|Van Himbergen, Thomas|
|Van Tits, Lambertus|
|De Graaf, Jacqueline|
Submitted to: Arteriosclerosis Thrombosis and Vascular Biology
Publication Type: Peer Reviewed Journal
Publication Acceptance Date: 9/29/2009
Publication Date: 1/1/2010
Citation: Van Himbergen, T.M., Otokozawa, S., Matthan, N.R., Schaefer, E.J., Buchsbaum, A., Ai, M., Van Tits, L.J., De Graaf, J., Stalenhoef, A.F. 2010. Familial combined hyperlipidemia is associated with alterations in the cholesterol synthesis pathway. Arteriosclerosis Thrombosis and Vascular Biology. 30:113-120. Interpretive Summary: Familial combined hyperlipidemia (FCH) is one of the most common lipid disorders in the general population. FCH patients typically have elevated levels of cholesterol and triglycerides in their blood, and it is believed that there is a strong genetic component underlying these lipid elevations (hence the term 'familial' was used to name the disease). In this study, we wanted to know if the elevations in blood cholesterol levels were due to the synthesis of cholesterol by the body itself or the absorption of cholesterol from the diet, or a combination of the two. We found that patients with FCH, when compared to a group of people with a normal lipid profile, had higher levels of cholesterol synthesis markers in their blood, but the cholesterol absorption markers were relatively normal. This indicates that high cholesterol observed in FCH patients is more likely to be a problem of the cholesterol production than the absorption of cholesterol from the diet.

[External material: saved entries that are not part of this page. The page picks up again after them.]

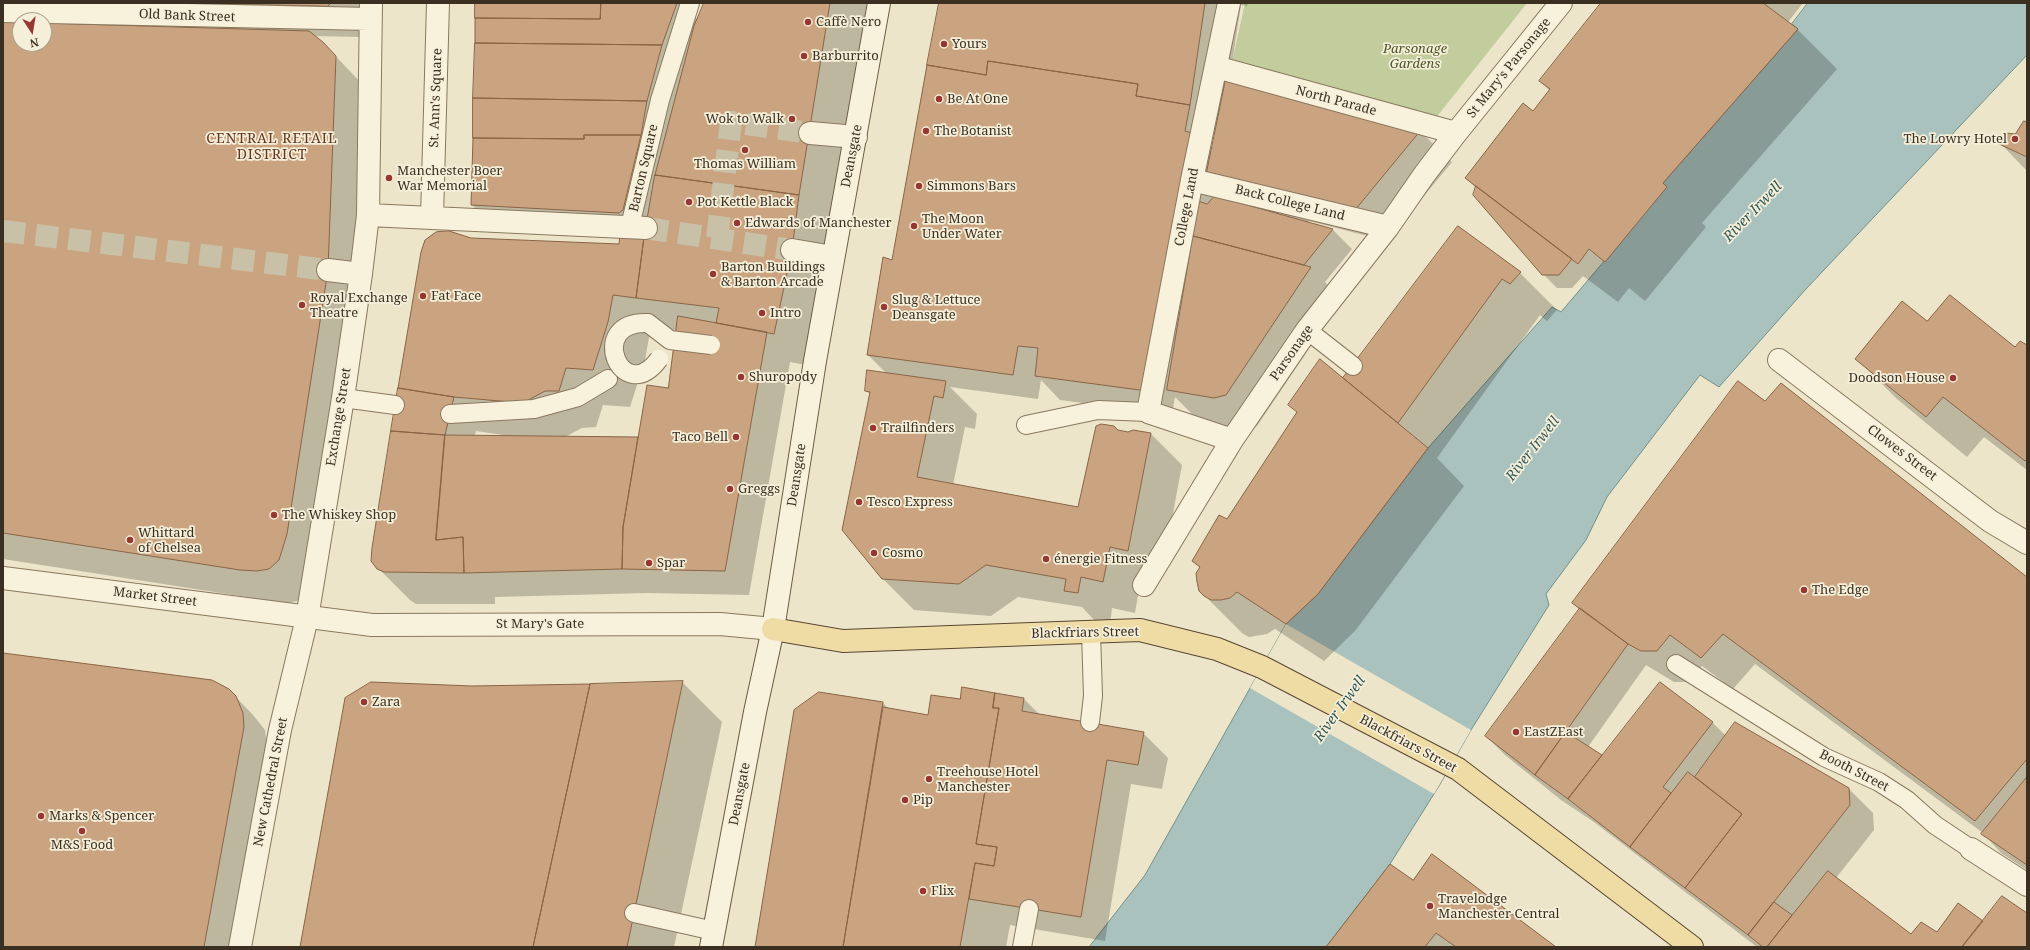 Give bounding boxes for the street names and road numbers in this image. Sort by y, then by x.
street label: Old Bank Street [139,7,235,25]
street label: St Mary's Parsonage [1464,15,1554,121]
street label: St. Ann's Square [426,48,446,148]
street label: North Parade [1294,83,1378,119]
street label: Barton Square [626,123,662,213]
street label: Deansgate [838,123,866,189]
street label: College Land [1172,166,1202,248]
street label: Back College Land [1233,182,1347,224]
street label: Parsonage [1267,322,1317,384]
street label: Exchange Street [324,367,354,467]
street label: Clowes Street [1864,422,1940,484]
street label: Deansgate [784,442,810,508]
street label: Market Street [112,584,198,610]
street label: St Mary's Gate [496,616,584,632]
street label: Blackfriars Street [1031,624,1139,642]
street label: Blackfriars Street [1357,712,1459,776]
street label: New Cathedral Street [251,716,291,848]
street label: Booth Street [1817,747,1891,795]
street label: Deansgate [726,761,754,827]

Technical Abstract: Familial combined hyperlipidemia (FCH) is a common familial lipid disorder characterized by increases in plasma total cholesterol, triglyceride, and apolipoprotein B-100 levels. In light of prior metabolic and genetic research, our purpose was to ascertain whether FCH cases had significant abnormalities of plasma markers of cholesterol synthesis and absorption as compared to unaffected kindred members. Plasma levels of squalene, desmosterol, and lathosterol (cholesterol synthesis markers) and campesterol, sitosterol, and cholestanol (cholesterol absorption markers) were measured by gas-liquid chromatography in 103 FCH patients and 240 normolipidemic relatives (NLR). Squalene, desmosterol, and lathosterol levels were 6% (0.078), 31%, (P_0.001) and 51% (P_0.001) higher in FCH as compared to NLR, and these differences were especially pronounced in women. An interaction with obesity was also noted for a subset of these markers. We did not observe any apparent differences for the cholesterol absorption markers among FCH patients and NLR. Our data indicates that both men and women with FCH have alterations in the cholesterol synthesis pathway, resulting in 51% higher levels of lathosterol (and additionally desmosterol in women). Plasma levels of the cholesterol precursor sterol squalene were only slightly increased (6%), suggesting enhanced conversion of squalene to lathosterol in this disorder.